> Exercise goal
Starting at the first line of the data, print each line verbatim up to and including the line bearing "Quick job: Read", omitting pictures.

> Exercise inputs
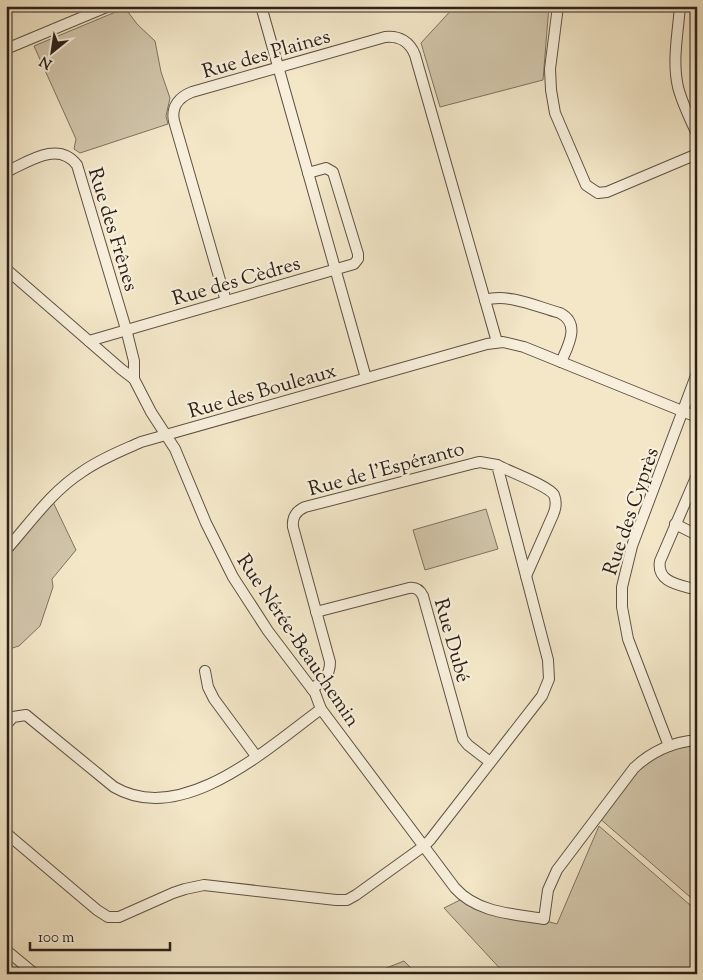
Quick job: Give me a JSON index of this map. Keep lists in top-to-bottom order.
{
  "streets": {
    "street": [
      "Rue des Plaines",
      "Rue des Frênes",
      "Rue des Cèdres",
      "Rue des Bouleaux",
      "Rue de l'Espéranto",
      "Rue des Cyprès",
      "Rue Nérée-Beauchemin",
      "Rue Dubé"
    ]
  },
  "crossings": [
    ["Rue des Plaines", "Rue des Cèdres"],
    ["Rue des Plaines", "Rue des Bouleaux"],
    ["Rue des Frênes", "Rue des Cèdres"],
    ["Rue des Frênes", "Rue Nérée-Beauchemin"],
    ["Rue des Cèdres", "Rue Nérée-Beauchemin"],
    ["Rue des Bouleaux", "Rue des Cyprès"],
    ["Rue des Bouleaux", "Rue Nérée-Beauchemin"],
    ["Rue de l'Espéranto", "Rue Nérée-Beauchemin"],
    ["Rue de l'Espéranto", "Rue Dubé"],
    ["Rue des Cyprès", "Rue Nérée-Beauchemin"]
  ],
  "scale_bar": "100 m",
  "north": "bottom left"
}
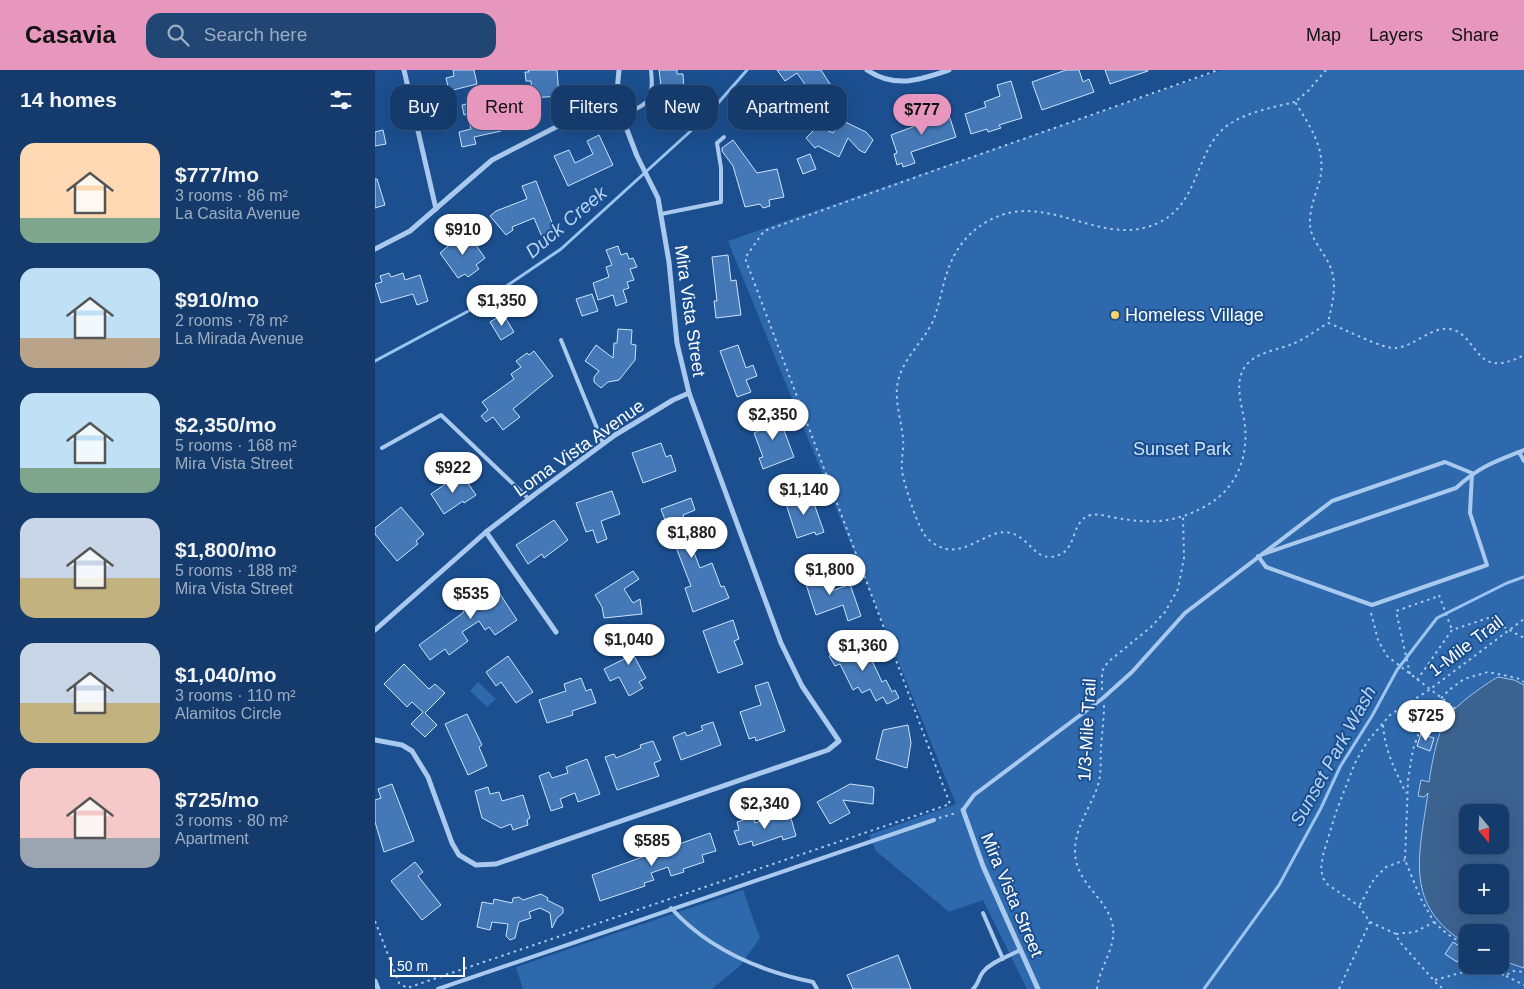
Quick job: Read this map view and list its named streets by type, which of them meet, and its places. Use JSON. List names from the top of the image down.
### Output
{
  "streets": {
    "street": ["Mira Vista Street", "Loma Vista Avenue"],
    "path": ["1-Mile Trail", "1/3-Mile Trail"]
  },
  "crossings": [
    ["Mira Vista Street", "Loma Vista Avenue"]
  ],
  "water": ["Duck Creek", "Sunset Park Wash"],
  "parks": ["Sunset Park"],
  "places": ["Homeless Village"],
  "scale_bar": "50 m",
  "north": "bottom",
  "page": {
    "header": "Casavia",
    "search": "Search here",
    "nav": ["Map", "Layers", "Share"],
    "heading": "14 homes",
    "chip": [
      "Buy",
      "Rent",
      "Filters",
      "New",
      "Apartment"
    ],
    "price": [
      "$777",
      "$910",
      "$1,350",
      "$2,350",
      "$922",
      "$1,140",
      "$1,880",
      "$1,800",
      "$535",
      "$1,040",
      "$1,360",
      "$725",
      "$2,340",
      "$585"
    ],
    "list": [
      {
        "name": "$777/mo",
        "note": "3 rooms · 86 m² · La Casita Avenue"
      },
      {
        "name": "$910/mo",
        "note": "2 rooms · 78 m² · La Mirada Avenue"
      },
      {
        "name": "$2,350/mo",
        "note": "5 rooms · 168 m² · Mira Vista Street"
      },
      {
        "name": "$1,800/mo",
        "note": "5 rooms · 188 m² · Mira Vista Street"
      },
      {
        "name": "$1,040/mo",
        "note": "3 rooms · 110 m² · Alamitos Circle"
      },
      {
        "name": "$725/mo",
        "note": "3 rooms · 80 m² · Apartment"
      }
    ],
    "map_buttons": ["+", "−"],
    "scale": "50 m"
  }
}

> Task response
Quick job: Give me a JSON index of this map. Keep lists in top-to-bottom order.
{
  "streets": {
    "street": [
      "Rue des Plaines",
      "Rue des Frênes",
      "Rue des Cèdres",
      "Rue des Bouleaux",
      "Rue de l'Espéranto",
      "Rue des Cyprès",
      "Rue Nérée-Beauchemin",
      "Rue Dubé"
    ]
  },
  "crossings": [
    ["Rue des Plaines", "Rue des Cèdres"],
    ["Rue des Plaines", "Rue des Bouleaux"],
    ["Rue des Frênes", "Rue des Cèdres"],
    ["Rue des Frênes", "Rue Nérée-Beauchemin"],
    ["Rue des Cèdres", "Rue Nérée-Beauchemin"],
    ["Rue des Bouleaux", "Rue des Cyprès"],
    ["Rue des Bouleaux", "Rue Nérée-Beauchemin"],
    ["Rue de l'Espéranto", "Rue Nérée-Beauchemin"],
    ["Rue de l'Espéranto", "Rue Dubé"],
    ["Rue des Cyprès", "Rue Nérée-Beauchemin"]
  ],
  "scale_bar": "100 m",
  "north": "bottom left"
}
Quick job: Read this map view and list its named streets by type, which of them meet, and its places. Use JSON. List names from the top of the image down.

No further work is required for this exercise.